REQUIRED ACTION: From the entries below, copy every line that holds the word "Elie".

[Dataset excerpts]
■ ■ ■ ■

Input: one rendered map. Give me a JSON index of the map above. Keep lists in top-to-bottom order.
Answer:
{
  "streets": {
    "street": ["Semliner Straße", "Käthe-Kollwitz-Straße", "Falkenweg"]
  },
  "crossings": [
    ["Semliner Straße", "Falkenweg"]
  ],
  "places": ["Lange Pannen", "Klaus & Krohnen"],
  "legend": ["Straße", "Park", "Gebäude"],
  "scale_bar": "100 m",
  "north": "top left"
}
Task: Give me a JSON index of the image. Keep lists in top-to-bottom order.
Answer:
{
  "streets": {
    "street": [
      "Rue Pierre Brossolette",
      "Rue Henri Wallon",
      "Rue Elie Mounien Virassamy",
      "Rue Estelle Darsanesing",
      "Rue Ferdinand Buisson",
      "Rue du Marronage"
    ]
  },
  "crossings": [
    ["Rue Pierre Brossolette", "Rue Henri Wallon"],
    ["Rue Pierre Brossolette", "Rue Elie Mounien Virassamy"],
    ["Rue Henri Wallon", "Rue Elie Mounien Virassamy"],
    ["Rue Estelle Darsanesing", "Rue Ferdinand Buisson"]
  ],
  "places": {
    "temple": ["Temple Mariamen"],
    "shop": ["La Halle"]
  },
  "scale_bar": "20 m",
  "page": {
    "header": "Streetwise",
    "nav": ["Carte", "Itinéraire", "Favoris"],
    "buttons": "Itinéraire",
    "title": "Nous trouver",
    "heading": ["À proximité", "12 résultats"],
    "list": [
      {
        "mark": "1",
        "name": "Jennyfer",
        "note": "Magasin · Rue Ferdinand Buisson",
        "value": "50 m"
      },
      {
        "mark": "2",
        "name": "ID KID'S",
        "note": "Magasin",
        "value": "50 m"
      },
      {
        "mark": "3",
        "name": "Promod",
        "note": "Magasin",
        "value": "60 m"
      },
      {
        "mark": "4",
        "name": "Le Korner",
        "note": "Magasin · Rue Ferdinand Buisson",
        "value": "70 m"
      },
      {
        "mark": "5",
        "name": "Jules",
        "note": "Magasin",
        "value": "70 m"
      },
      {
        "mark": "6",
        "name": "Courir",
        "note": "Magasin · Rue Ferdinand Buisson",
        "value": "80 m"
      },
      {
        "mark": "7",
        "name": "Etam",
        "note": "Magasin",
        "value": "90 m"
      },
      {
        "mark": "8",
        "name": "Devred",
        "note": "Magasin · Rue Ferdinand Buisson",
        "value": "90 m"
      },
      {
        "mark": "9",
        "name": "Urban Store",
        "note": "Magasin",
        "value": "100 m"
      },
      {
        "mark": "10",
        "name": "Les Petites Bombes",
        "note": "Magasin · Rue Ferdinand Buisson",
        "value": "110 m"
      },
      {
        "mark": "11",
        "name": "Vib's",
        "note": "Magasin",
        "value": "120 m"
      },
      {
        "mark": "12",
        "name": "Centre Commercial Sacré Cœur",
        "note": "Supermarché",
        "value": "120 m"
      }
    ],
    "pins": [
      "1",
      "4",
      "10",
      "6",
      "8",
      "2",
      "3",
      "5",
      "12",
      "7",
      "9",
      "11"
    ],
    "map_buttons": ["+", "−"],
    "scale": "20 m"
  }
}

■ ■ ■ ■

REPLY TO THE TASK:
      "Rue Elie Mounien Virassamy",
    ["Rue Pierre Brossolette", "Rue Elie Mounien Virassamy"],
    ["Rue Henri Wallon", "Rue Elie Mounien Virassamy"],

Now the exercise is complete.